Excerpts from a dataset
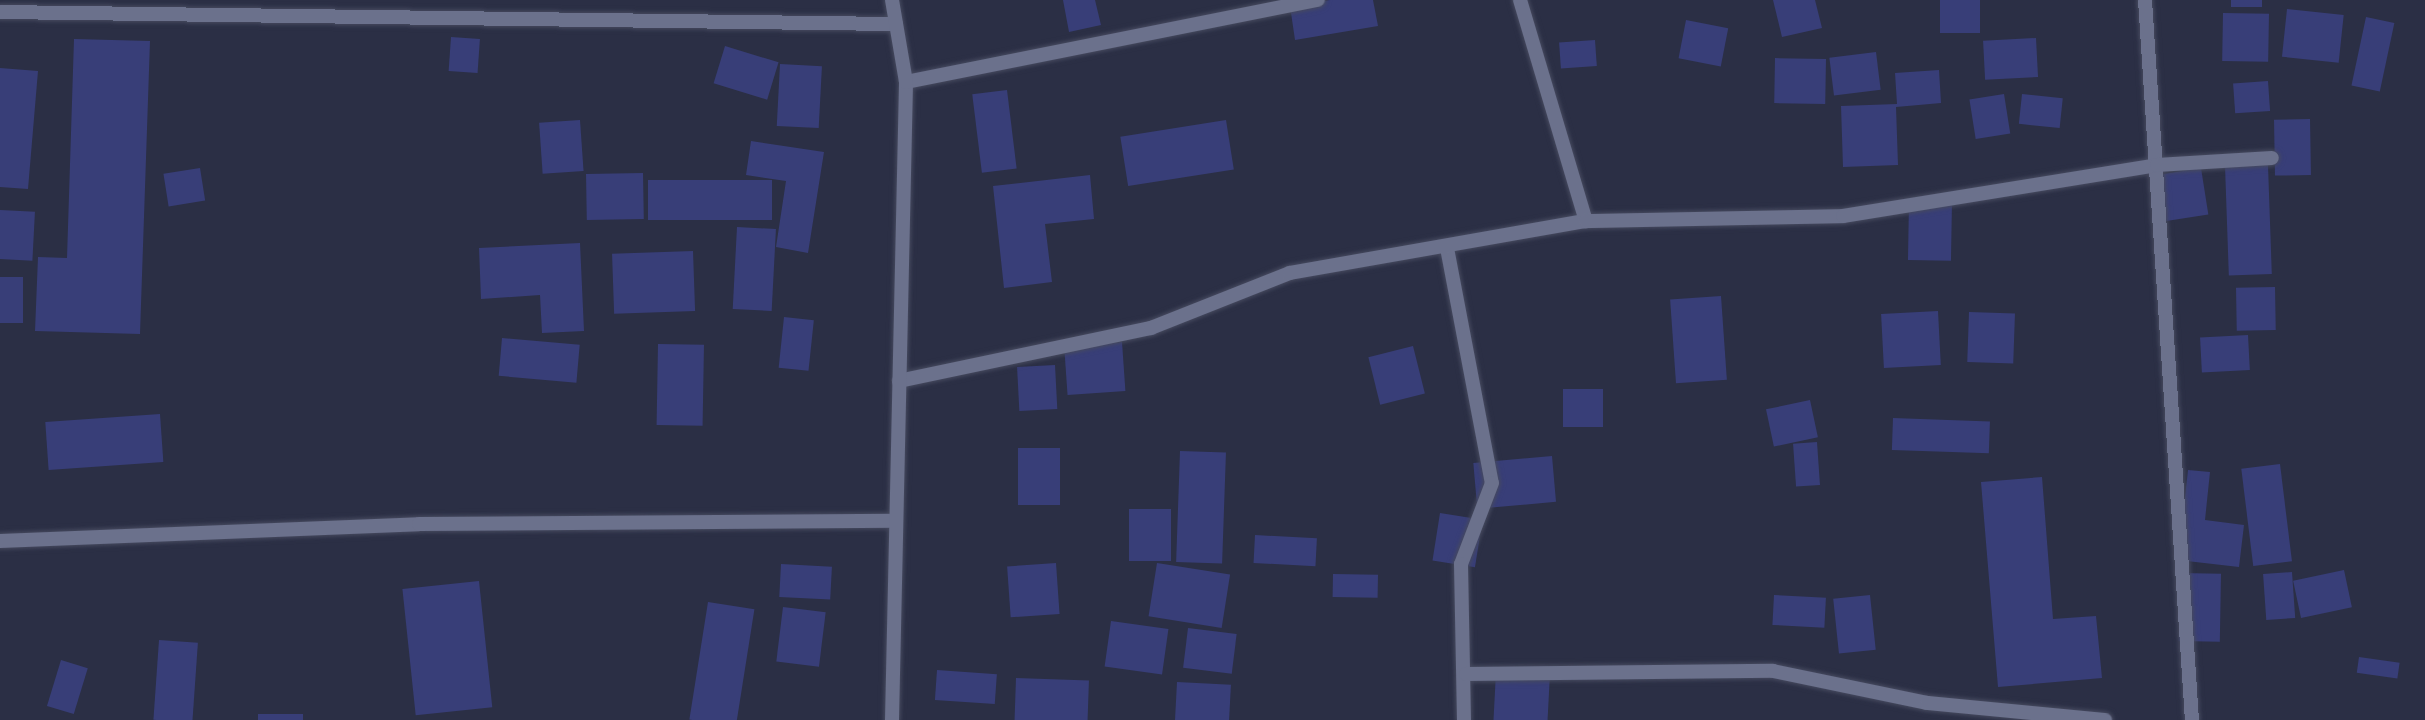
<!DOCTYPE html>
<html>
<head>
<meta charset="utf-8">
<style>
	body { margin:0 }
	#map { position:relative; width:2425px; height:720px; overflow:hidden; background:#2b2f45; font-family:"Noto Serif",serif }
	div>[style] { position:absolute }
	.building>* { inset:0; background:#383e78; transform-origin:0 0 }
	.roads { filter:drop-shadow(0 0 2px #464a5f) drop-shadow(0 0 2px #464a5f) }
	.minor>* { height:14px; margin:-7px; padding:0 7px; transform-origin:7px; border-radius:7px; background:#6b718c }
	span { translate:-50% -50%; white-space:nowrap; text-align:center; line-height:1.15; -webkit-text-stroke:5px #21253b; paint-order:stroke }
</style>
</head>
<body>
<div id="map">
	<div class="building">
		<div style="clip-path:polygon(1063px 0,1095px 0,1101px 25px,1069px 32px)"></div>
		<div style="clip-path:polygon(1330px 0,1373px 0,1378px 26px,1295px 40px,1290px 6px)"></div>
		<div style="clip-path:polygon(1773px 0,1815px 0,1822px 28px,1782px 37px)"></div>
		<div style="left:1940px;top:0;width:40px;height:33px"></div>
		<div style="left:2231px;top:0;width:31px;height:7px"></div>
		<div style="left:2287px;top:9px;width:57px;height:48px;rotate:6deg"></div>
		<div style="left:2223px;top:13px;width:46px;height:48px;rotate:1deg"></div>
		<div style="left:2366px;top:17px;width:29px;height:70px;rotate:12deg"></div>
		<div style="left:1686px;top:20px;width:43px;height:39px;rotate:11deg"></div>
		<div style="left:451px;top:37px;width:29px;height:34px;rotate:4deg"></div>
		<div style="left:2036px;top:38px;width:39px;height:53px;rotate:87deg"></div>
		<div style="clip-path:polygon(74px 39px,150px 41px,140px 334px,35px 331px,38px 257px,67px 258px)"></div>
		<div style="left:1595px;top:40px;width:26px;height:36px;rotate:86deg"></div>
		<div style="left:725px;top:46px;width:56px;height:39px;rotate:17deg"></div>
		<div style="left:1876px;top:52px;width:38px;height:47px;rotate:83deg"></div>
		<div style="left:1826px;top:59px;width:45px;height:51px;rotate:91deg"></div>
		<div style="left:780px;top:64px;width:42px;height:62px;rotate:3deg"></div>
		<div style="clip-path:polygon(0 68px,38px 71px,28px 189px,0 187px)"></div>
		<div style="clip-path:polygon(1939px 70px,1941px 103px,1896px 107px,1898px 165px,1843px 167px,1841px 106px,1897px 104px,1895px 73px)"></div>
		<div style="left:2268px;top:81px;width:30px;height:35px;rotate:86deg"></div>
		<div style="left:1007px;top:90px;width:79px;height:35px;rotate:83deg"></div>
		<div style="left:2004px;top:94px;width:40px;height:35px;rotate:81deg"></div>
		<div style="left:2022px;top:94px;width:41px;height:30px;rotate:6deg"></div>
		<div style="left:2310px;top:119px;width:56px;height:36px;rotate:89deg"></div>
		<div style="left:580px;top:120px;width:51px;height:41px;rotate:86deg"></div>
		<div style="left:1226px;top:120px;width:50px;height:107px;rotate:81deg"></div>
		<div style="clip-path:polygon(751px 141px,824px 152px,808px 253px,776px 247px,786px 181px,746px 175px)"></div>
		<div style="left:2268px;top:165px;width:109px;height:43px;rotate:88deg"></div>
		<div style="left:200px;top:168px;width:33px;height:37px;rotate:81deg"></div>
		<div style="left:2201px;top:168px;width:47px;height:49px;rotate:81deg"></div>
		<div style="left:643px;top:173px;width:46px;height:57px;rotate:89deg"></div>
		<div style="clip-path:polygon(1090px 175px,1094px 219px,1045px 224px,1052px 282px,1004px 288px,993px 186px)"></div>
		<div style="left:772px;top:180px;width:40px;height:124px;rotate:90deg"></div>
		<div style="left:1909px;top:201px;width:43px;height:59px;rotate:1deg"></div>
		<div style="left:0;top:210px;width:35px;height:49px;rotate:3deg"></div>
		<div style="left:737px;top:227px;width:39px;height:82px;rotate:3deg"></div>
		<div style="clip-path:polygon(580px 243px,584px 331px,542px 333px,540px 295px,481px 299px,479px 248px)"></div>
		<div style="left:693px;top:251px;width:60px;height:81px;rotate:88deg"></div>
		<div style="left:0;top:277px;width:23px;height:46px"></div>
		<div style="left:2275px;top:287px;width:43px;height:39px;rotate:89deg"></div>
		<div style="left:1721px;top:296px;width:84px;height:51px;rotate:86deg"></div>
		<div style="left:1938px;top:311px;width:54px;height:57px;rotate:87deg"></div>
		<div style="left:1969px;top:312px;width:46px;height:50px;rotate:2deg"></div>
		<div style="left:784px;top:317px;width:30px;height:51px;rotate:6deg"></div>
		<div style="left:2248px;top:335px;width:35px;height:48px;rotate:87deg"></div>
		<div style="left:502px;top:338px;width:78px;height:38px;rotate:5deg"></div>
		<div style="left:1122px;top:342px;width:49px;height:58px;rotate:86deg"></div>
		<div style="left:658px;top:344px;width:46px;height:81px;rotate:1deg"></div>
		<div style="left:1413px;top:346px;width:49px;height:46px;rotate:76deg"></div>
		<div style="left:1055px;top:365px;width:44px;height:38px;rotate:87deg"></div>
		<div style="left:1603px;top:389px;width:38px;height:40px;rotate:90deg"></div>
		<div style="left:1810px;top:400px;width:38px;height:45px;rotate:78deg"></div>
		<div style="left:160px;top:414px;width:48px;height:115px;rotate:86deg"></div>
		<div style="left:1893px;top:418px;width:97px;height:32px;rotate:2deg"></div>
		<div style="left:1817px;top:442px;width:43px;height:24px;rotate:86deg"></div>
		<div style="left:1018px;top:448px;width:42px;height:57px"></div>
		<div style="left:1180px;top:451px;width:46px;height:111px;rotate:2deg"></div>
		<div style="left:1552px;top:456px;width:46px;height:79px;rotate:85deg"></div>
		<div style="left:2280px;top:464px;width:98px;height:39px;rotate:83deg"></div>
		<div style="clip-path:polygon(2188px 470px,2210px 472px,2205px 520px,2244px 525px,2239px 567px,2178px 560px)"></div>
		<div style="clip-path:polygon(2042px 477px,2053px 619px,2096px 616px,2102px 678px,1998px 687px,1981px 482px)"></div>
		<div style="left:1171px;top:509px;width:52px;height:42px;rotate:90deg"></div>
		<div style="left:1440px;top:513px;width:43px;height:48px;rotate:9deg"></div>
		<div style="left:1255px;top:535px;width:62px;height:28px;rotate:3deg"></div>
		<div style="left:1056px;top:563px;width:51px;height:49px;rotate:86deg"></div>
		<div style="left:1157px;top:563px;width:74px;height:54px;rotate:9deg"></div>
		<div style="left:781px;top:564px;width:51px;height:33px;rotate:3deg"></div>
		<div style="left:2344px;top:570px;width:38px;height:52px;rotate:78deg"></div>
		<div style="left:2292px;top:572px;width:46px;height:29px;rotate:86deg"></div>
		<div style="left:2180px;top:573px;width:41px;height:68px;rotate:1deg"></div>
		<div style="left:1333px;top:574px;width:45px;height:23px;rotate:1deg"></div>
		<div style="left:479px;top:581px;width:127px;height:77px;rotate:84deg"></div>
		<div style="left:1774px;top:595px;width:52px;height:30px;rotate:3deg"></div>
		<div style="left:1870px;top:595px;width:55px;height:37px;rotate:84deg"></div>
		<div style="left:708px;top:602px;width:47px;height:119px;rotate:9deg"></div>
		<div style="left:783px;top:607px;width:43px;height:55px;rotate:7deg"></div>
		<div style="left:1111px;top:621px;width:58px;height:46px;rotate:8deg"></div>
		<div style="left:1188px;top:628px;width:49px;height:40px;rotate:7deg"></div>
		<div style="left:159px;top:640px;width:39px;height:80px;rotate:4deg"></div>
		<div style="left:2359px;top:657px;width:41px;height:16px;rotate:8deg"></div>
		<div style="left:61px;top:660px;width:28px;height:48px;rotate:17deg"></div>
		<div style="left:937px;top:670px;width:60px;height:30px;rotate:4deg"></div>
		<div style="left:1496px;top:672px;width:54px;height:48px;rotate:3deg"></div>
		<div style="left:1016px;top:678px;width:73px;height:42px;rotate:2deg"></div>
		<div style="left:1177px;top:682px;width:54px;height:38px;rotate:3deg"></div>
		<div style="left:258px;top:714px;width:45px;height:6px"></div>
	</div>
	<div class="roads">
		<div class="minor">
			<div style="left:1520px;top:0;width:231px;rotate:73.4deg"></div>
			<div style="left:2145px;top:0;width:722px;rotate:86.27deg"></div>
			<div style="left:0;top:12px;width:896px;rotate:0.77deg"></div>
			<div style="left:906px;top:82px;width:420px;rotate:-11.3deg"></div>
			<div style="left:1447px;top:248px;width:239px;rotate:79.2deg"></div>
			<div style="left:1492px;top:483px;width:87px;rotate:110.9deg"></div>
			<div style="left:1461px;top:564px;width:156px;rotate:88.9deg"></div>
			<div style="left:899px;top:381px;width:258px;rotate:-11.9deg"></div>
			<div style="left:1151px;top:328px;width:149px;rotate:-21.6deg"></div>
			<div style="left:1290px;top:273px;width:301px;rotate:-10deg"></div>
			<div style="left:1586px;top:221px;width:257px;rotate:-1.1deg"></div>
			<div style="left:1843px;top:216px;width:318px;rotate:-9.2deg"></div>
			<div style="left:2157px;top:165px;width:115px;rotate:-3.5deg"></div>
			<div style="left:0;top:541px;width:419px;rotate:-2.3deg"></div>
			<div style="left:419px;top:524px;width:477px;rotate:-0.4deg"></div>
			<div style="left:1466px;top:674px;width:307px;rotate:-0.6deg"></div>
			<div style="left:1773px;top:671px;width:157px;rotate:11.7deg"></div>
			<div style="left:1927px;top:703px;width:179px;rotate:5.5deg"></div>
			<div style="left:892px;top:720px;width:638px;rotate:-88.74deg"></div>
			<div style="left:906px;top:82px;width:83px;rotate:-99.7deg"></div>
		</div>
	</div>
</div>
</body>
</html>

Task goal: Repeat the data verbatim through the "position:relative; width:2425px; height:720px;" line, no pictures.

Task output:
<!DOCTYPE html>
<html>
<head>
<meta charset="utf-8">
<style>
	body { margin:0 }
	#map { position:relative; width:2425px; height:720px; overflow:hidden; background:#2b2f45; font-family:"Noto Serif",serif }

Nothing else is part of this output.